Wissenschaft und Praxis in der humanitären Hilfe. Einige Reflektionen.2020-02-27T16:09:46+01:00

Wissenschaft und Praxis in der humanitären Hilfe. Einige Reflektionen.

Während die Forschung gerade im Bereich der humanitären Hilfe versucht, praxisorientiert und angewandt zu sein, werden humanitäre Praktiker*innen angeregt, ihre Arbeit zunehmend zu theoretisieren und durch Monitoring, Analyse und Lernen zu verbessern und so Rechenschaftslegung und Effektivität zu erhöhen. Dabei findet allerdings selten ein Austausch statt. Um genau dem etwas entgegenzusetzen, fanden am 4. Februar 2020 Wissenschaftler*innen und Praktiker*innen aus dem Bereich der humanitären Hilfe in den Räumlichkeiten des CHA zusammen.

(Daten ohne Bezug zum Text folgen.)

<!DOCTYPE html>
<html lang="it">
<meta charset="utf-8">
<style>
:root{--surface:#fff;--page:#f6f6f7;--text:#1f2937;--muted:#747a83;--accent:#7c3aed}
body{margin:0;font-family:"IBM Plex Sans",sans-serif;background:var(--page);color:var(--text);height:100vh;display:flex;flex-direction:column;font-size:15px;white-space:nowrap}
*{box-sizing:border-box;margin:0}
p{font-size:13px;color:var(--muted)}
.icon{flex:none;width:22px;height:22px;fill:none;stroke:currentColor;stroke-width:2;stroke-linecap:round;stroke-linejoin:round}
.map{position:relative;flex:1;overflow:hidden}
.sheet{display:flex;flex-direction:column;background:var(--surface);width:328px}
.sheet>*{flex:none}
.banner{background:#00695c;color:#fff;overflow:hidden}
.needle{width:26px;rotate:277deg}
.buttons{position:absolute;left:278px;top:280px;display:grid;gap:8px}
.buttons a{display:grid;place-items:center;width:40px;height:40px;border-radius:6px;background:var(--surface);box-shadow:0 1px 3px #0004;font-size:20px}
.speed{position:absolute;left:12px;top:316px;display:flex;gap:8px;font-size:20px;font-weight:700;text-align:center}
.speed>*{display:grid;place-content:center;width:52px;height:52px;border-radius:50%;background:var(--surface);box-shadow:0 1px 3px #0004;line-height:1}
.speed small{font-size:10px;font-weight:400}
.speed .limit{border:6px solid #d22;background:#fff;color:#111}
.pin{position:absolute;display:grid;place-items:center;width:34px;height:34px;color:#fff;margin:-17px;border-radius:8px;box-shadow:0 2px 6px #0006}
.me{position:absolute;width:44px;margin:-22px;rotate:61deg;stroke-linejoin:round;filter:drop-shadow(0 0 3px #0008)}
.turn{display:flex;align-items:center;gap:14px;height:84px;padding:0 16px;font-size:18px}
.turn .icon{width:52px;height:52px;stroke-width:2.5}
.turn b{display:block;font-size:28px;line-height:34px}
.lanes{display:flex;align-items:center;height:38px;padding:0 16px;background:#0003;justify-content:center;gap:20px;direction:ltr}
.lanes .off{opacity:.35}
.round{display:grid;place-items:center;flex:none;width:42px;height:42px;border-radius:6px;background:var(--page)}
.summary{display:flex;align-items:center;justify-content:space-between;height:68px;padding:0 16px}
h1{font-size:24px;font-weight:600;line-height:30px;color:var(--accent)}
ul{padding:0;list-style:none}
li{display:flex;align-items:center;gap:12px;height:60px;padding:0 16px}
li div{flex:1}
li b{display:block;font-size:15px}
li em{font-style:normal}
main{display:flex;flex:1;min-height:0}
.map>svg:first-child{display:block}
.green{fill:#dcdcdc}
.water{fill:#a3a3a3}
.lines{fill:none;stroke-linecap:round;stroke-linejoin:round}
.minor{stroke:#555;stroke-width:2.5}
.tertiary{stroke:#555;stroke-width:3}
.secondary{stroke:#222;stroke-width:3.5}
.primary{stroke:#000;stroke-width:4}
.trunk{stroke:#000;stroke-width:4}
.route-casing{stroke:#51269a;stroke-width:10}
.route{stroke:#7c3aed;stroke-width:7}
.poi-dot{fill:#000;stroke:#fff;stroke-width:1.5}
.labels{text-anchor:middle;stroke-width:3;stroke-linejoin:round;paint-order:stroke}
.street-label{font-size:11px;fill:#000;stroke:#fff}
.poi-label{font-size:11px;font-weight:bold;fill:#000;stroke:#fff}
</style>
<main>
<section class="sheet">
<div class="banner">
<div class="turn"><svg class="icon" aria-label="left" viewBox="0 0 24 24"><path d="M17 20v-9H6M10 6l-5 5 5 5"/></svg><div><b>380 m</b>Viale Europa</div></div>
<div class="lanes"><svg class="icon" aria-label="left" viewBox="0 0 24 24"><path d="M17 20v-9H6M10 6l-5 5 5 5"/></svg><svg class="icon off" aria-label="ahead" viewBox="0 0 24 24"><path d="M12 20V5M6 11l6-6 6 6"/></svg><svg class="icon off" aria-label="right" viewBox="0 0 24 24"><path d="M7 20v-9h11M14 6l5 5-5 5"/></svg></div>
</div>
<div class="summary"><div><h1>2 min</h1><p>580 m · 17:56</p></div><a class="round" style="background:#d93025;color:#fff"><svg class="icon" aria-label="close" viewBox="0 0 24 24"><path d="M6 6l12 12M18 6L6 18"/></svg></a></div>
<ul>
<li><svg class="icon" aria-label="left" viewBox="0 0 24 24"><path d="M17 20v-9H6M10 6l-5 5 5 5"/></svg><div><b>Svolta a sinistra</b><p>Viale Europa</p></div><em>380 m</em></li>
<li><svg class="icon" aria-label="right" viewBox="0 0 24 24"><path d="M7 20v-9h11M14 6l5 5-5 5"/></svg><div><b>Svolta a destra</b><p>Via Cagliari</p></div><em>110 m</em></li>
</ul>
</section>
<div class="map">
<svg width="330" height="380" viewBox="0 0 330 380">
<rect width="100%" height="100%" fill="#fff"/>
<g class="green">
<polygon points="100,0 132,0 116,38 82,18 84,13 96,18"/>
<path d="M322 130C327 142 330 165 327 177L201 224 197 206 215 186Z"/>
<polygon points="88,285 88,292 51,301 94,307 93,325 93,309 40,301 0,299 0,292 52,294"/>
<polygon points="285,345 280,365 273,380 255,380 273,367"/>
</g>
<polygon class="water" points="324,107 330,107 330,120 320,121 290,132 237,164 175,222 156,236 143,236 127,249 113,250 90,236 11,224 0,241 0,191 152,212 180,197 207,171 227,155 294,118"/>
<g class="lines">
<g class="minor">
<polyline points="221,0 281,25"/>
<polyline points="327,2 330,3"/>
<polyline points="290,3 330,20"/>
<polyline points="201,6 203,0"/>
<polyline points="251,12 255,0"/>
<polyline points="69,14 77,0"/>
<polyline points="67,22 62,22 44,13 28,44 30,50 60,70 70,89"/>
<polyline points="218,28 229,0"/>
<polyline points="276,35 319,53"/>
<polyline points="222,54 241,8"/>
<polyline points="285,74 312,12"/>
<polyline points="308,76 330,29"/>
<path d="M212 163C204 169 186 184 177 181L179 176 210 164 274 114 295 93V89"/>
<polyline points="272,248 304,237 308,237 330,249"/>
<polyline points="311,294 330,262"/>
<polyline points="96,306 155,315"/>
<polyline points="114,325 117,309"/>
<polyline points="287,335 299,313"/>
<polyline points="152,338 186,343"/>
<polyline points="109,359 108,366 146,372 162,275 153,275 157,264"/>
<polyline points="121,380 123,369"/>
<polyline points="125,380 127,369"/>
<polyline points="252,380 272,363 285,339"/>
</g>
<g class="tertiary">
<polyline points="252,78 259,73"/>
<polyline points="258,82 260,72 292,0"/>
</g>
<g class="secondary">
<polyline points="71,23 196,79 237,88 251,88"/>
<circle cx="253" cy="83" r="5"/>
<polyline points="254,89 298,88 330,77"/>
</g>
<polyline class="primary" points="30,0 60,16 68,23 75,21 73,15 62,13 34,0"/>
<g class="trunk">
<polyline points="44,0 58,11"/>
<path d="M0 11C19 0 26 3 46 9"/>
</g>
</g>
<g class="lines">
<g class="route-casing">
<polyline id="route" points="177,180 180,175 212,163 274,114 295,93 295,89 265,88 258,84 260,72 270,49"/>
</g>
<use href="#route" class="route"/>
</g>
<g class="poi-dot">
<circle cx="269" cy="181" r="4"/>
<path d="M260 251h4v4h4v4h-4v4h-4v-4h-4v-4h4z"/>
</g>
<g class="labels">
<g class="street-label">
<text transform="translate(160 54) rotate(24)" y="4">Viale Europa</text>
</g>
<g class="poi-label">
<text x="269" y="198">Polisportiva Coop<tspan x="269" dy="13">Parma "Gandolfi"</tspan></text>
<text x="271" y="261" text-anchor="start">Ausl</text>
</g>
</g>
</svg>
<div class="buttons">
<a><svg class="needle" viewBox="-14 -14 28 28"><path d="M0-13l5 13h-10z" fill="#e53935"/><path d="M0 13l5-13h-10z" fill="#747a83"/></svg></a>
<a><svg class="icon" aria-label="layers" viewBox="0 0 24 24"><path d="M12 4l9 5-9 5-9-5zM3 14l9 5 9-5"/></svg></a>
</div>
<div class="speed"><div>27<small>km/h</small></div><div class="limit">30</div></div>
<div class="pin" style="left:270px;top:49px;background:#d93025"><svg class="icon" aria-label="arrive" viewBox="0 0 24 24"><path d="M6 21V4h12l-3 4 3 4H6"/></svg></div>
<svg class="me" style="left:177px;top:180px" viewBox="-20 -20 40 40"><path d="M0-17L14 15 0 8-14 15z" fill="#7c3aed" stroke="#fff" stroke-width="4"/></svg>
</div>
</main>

Ausgangspunkt der Veranstaltung war die Veröffentlichung des Sonderhefts Humanitäre Hilfe und humanitäre Krisen der Zeitschrift Friedens-Warte, das die bislang wenig vernetzte Forschung zur humanitären Hilfe in Deutschland sichtbar machen will. Im Laufe der Veranstaltung wurden drei thematische Schwerpunkte – Lokalisierung, Politisierung und Friedensarbeit – erörtert, unterschiedliche Herangehensweisen beschrieben sowie Gemeinsamkeiten eruiert. Jeweils ein Paar, bestehend aus einer/m Wissenschaftler*in und einer/m Praktiker*in, führten einen Dialog über jeweils ein Schwerpunktthema.

Lokalisierung

Beim Themenschwerpunkt Lokalisierung diskutierte ein Tandem aus Lena Bledau, Referentin Fluthilfe Deutschland und Europa bei der Diakonie Katastrophenhilfe und Ole Hengelbrock, Referent für Grundsatzfragen bei Caritas international, die Idee der seit 2016 anhaltenden Lokalisierungsdebatte. Was heißt ‚lokal‘ überhaupt? Wie kann Hilfe besser, effektiver gemacht werden? Ist Lokalisierung nicht nur ein anderer Begriff für Risikotransfer?

Politisierung

Die Diskussionspartner*innen zum Thema Politisierung – Robert Lindner, Policy Advisor für Humanitäre Hilfe bei Oxfam Deutschland und Dr. Charlotte Dany, Geschäftsführerin der Friedensakademie Rheinland-Pfalz – veranschaulichten die Instrumentalisierung humanitärer Hilfe anhand von Beispielen aus dem Berufsalltag. Wie politisch ist humanitäre Hilfe? Können die humanitären Prinzipien immer eingehalten werden?

Friedensarbeit

Die Diskussionspartner*innen zum Thema Friedensarbeit – Fabian Böckler, stellvertretender Abteilungsleiter für internationale Zusammenarbeit bei Plan International und Kristina Roepstorff, wissenschaftliche Mitarbeiterin der Otto-von-Guericke- Universität Magdeburg und am CHA – diskutierten die Verknüpfung von humanitärer Hilfe und Friedensarbeit. Was heißt ‚Frieden‘? Wie kann und soll humanitäre Hilfe Friedensarbeit auf kommunaler Ebene stärken?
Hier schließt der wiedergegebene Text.